## [Aim of the task]
Whenever the string "Elevation" appears in a line below, please copy the line out.

## [Information shown]
────────────────────

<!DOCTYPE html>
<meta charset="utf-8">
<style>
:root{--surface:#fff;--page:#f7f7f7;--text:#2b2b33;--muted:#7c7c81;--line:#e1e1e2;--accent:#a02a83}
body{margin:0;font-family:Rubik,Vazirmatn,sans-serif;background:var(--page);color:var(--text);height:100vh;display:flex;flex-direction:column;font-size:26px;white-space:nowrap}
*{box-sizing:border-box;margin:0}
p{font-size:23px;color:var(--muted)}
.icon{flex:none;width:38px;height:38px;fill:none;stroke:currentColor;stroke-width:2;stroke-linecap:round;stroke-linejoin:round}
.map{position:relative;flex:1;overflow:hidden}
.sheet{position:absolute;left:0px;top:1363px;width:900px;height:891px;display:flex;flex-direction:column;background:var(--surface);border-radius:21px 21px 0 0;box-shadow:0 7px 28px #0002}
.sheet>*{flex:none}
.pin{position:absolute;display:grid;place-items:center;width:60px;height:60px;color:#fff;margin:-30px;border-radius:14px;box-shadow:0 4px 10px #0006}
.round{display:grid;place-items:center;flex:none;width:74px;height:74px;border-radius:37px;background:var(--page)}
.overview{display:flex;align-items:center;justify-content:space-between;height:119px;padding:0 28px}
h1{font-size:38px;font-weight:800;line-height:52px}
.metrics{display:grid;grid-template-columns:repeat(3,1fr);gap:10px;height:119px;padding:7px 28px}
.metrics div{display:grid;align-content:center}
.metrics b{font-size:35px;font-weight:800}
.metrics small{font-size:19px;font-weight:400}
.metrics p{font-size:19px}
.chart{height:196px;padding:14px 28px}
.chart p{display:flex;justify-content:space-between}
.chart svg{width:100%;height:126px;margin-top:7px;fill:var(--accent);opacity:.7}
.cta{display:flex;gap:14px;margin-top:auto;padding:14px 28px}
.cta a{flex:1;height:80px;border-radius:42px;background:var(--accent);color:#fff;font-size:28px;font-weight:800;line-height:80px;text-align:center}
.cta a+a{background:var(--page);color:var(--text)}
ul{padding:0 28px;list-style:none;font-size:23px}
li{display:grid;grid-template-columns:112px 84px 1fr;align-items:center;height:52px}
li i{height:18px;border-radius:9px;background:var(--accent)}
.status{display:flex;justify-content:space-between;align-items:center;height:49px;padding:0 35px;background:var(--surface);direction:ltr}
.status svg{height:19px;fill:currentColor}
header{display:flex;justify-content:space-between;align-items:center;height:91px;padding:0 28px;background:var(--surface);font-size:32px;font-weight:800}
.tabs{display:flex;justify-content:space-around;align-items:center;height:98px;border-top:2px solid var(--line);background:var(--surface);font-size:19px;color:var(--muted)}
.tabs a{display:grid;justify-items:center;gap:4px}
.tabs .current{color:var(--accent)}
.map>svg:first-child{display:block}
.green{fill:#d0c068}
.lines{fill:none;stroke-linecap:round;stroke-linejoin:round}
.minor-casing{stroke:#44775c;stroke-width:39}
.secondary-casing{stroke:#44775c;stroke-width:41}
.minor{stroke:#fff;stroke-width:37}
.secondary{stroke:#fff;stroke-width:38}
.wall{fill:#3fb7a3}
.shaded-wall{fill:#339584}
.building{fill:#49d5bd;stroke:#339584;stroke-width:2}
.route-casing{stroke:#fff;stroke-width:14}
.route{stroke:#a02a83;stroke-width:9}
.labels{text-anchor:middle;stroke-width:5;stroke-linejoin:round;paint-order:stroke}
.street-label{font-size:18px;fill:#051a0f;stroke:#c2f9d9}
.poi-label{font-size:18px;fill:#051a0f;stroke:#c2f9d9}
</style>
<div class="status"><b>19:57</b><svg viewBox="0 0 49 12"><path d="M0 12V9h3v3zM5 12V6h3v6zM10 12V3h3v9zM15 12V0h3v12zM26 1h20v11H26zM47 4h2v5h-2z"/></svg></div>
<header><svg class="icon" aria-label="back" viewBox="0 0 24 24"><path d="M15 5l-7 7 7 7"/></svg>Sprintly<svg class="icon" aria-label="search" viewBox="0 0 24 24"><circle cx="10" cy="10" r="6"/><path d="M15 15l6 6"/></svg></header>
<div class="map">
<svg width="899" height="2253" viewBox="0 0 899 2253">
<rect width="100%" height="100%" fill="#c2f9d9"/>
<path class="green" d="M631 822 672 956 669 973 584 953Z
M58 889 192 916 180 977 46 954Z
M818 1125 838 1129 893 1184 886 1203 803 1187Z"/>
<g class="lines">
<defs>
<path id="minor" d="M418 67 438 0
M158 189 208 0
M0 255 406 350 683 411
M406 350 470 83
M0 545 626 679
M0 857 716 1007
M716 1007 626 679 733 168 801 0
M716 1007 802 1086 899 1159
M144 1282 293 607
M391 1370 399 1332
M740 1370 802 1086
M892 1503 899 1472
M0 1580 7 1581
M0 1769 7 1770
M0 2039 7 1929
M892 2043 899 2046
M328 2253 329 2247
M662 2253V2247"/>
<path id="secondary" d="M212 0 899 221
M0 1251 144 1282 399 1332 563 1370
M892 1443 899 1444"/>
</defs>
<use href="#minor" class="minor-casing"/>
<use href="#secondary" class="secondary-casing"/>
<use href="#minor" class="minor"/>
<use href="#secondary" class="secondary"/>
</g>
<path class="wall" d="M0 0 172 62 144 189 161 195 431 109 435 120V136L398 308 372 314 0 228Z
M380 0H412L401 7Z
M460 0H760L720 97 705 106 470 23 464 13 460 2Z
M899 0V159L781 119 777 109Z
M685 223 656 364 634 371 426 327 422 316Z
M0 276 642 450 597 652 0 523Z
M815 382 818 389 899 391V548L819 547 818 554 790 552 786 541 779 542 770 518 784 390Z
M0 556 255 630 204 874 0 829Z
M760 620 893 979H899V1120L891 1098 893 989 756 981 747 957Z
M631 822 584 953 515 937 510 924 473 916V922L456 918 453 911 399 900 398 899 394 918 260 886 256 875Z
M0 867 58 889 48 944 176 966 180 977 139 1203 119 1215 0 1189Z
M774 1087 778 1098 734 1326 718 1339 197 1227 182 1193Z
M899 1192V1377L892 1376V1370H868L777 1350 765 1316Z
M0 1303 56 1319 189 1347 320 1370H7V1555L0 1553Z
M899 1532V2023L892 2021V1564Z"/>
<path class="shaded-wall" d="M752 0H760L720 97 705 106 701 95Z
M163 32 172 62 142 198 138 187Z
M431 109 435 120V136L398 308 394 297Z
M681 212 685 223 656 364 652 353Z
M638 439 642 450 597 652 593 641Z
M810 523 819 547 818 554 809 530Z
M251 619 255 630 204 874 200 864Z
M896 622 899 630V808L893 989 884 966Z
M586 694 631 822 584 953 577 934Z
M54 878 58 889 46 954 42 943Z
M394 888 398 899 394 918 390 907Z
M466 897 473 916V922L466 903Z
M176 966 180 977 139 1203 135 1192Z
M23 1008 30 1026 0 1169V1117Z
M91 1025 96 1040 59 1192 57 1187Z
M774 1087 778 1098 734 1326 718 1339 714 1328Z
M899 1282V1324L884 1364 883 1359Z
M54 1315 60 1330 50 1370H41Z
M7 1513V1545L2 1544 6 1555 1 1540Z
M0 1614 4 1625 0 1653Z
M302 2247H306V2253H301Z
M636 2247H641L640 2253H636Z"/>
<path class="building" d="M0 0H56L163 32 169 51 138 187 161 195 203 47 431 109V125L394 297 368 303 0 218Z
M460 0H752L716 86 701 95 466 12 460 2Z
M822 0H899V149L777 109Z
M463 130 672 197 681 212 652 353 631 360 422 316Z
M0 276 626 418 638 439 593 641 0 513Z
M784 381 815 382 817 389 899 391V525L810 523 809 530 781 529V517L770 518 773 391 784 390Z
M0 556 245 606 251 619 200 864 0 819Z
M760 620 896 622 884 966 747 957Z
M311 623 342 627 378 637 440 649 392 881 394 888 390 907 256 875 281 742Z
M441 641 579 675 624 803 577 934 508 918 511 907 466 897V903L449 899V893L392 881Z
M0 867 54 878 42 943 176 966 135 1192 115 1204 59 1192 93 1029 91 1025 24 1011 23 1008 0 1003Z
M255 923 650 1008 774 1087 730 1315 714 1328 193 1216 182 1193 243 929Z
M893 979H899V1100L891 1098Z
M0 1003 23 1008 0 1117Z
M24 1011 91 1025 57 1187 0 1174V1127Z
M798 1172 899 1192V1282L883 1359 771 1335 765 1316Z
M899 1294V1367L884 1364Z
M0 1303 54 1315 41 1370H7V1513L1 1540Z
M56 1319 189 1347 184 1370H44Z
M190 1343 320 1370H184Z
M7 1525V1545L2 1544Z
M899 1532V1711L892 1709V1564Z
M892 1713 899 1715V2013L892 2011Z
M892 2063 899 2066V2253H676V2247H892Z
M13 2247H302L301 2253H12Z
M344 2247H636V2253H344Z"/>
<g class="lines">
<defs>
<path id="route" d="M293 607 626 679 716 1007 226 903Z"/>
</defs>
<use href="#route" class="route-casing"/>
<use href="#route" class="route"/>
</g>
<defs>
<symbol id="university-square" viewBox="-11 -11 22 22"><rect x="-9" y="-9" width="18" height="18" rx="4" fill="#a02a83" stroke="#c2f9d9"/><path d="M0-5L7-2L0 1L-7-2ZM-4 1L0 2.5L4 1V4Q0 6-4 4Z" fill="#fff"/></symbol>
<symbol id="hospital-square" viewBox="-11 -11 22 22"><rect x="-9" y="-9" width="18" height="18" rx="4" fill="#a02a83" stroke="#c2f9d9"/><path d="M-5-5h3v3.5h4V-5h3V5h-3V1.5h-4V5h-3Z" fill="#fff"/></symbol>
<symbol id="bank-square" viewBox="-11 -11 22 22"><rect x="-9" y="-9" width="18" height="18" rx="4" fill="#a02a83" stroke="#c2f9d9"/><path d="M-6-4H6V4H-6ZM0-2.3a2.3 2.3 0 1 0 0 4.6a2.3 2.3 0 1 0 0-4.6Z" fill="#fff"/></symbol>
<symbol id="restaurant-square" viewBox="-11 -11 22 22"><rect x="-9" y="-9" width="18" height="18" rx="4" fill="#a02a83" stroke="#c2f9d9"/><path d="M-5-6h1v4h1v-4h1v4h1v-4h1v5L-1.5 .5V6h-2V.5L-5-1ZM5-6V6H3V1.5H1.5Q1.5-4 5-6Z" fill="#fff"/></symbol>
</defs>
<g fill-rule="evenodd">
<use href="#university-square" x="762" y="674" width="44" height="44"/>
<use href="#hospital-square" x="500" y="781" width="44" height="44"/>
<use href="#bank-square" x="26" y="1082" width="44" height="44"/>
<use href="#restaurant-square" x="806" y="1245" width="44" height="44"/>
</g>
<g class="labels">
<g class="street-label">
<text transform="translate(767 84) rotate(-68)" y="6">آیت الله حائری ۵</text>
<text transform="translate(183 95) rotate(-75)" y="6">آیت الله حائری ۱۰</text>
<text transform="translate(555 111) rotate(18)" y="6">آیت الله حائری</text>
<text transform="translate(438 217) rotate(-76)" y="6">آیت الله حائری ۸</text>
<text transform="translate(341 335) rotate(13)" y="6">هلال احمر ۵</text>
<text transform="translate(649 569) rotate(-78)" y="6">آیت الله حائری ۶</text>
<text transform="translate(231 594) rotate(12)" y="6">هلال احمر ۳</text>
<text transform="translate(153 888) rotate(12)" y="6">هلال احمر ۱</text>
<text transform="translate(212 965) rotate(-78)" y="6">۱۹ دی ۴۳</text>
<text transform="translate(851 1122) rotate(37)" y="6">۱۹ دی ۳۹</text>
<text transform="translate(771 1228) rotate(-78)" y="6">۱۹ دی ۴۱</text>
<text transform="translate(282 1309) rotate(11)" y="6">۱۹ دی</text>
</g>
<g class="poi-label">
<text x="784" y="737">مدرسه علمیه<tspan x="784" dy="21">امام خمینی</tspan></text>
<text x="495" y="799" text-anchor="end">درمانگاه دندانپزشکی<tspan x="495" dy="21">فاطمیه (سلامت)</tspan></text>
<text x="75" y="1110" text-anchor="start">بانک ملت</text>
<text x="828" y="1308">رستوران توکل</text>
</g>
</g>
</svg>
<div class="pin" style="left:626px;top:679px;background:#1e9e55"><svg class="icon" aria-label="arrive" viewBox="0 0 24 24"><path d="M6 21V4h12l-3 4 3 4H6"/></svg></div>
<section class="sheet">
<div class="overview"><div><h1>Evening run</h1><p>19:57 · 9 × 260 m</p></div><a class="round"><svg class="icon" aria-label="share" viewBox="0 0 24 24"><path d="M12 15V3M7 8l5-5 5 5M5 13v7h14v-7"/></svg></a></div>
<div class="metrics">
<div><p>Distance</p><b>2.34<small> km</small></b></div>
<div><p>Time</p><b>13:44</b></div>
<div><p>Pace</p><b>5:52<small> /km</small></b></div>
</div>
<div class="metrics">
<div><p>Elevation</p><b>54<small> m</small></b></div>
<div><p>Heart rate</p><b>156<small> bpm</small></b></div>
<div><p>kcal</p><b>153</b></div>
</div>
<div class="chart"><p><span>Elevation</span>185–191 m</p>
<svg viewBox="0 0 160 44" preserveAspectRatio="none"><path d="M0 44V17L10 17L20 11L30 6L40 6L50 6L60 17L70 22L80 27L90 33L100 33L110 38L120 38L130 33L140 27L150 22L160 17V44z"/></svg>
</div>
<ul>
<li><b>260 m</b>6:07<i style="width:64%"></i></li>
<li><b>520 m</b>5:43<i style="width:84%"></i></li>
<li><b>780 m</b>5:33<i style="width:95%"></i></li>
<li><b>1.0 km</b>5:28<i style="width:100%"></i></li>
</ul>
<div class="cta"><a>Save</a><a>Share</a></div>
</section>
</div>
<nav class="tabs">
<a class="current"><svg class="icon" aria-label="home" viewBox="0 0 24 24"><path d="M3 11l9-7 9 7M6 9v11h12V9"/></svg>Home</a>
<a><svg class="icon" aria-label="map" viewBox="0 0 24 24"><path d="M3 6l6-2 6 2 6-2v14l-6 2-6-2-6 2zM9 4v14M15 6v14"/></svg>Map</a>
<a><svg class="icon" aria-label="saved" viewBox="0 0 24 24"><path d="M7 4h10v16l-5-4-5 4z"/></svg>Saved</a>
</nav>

────────────────────

## [Completed task]
<div><p>Elevation</p><b>54<small> m</small></b></div>
<div class="chart"><p><span>Elevation</span>185–191 m</p>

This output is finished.